Passing out would be better.
No!
Don’t give up!
Fight!
Oh, God, the pain…I can’t breathe! Help! Please help me!
She gave up hitting and used both hands to try and free herself from the constricting strap.
Her fingers clawed at her neck.
Dug deep.
But it was too late.
Her lungs were bursting.
Pain screaming through her body.
Her heart thudding.
Blackness converging over her.
In that horrid instant, Laney knew. She knew she would never see her twenty-first birthday.
CHAPTER 10
Hayes had been right.
Roy’s had definitely gone downhill, Bentz thought, driving past the restaurant.
Still a little shaken from his recent “Jennifer sighting,” he found a ridiculously small parking spot a couple of blocks from the restaurant. He wedged the Ford Escape into it and fed the meter. Ignoring the pain in his leg, he managed to avoid a couple of speeding skateboarders who whipped by, the wheels of their boards grinding against the concrete as he hitched his way to the front doors.

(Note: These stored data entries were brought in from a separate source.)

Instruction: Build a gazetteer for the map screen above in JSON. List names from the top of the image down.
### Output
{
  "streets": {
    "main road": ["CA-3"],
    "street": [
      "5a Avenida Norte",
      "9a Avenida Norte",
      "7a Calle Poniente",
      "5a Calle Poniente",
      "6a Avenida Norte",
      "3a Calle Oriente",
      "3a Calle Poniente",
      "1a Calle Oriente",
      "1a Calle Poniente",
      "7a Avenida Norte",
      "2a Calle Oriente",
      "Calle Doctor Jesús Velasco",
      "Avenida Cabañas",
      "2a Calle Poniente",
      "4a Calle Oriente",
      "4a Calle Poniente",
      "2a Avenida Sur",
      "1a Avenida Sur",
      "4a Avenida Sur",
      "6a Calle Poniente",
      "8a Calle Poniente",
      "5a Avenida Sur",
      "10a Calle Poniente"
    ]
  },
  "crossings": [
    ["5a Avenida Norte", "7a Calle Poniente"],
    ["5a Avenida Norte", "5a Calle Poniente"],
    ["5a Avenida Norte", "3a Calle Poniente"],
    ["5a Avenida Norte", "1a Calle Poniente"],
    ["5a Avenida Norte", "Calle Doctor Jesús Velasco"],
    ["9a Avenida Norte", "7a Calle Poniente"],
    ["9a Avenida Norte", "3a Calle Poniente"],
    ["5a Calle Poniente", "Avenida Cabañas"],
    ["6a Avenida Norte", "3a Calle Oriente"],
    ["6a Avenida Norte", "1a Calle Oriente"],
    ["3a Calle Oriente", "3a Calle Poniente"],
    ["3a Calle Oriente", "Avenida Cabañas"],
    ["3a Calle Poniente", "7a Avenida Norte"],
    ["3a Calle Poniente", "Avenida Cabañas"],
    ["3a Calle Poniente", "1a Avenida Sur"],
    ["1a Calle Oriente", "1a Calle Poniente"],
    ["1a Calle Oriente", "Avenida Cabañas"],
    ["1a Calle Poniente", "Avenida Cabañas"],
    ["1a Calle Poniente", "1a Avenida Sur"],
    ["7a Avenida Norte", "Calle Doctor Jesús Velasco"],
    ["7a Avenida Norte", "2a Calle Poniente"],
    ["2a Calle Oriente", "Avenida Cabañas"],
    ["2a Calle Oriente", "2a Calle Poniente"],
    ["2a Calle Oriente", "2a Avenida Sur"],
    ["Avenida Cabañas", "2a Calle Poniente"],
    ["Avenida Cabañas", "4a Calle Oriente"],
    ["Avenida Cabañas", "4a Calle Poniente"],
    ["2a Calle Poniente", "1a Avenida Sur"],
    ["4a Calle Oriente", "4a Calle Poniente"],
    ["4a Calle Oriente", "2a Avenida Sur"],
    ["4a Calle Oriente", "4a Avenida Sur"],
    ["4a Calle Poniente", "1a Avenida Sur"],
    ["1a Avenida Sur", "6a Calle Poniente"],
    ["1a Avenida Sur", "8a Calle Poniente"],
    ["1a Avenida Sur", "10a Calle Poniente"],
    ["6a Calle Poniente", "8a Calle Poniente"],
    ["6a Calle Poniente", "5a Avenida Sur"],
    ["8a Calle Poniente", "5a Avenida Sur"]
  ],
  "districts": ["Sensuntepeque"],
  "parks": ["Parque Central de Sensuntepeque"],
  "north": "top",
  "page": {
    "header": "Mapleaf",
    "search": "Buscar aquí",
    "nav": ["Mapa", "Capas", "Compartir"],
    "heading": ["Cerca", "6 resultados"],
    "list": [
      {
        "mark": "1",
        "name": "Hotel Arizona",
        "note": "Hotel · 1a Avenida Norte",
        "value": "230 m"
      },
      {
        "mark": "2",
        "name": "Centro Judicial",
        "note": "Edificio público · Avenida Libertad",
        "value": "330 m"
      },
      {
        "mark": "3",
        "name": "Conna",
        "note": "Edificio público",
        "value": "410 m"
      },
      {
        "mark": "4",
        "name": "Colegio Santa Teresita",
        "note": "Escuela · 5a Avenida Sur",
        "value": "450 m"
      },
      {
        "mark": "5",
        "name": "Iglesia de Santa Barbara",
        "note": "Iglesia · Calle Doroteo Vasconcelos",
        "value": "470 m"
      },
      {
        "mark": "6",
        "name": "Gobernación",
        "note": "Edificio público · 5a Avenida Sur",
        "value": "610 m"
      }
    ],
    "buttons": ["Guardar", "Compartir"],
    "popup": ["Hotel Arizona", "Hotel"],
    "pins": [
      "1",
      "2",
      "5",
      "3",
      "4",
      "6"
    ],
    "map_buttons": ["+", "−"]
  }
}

Named for its original owner and not Roy Rogers as many people thought, the place still had a western facade complete with Dutch doors that looked as if they belonged on a barn. There had once been a plastic rearing horse mounted over the front awning, until some smart-ass had climbed up on the roof in the middle of the night and painted the white stallion’s private parts fire-engine red.
That had been the end of the white stud.
Now the awning displayed a sign that simply said: Roy’s.
Good enough, Bentz figured as he pushed open the doors and stepped back in time.
Inside, the dark restaurant seemed dingy. Twelve years ago all the cowboy memorabilia gathered from the sets of old westerns and television shows had been retro-cool. Now the worn saddles, fence posts, cowboy hats, and chaps that adorned the place looked dusty and worn.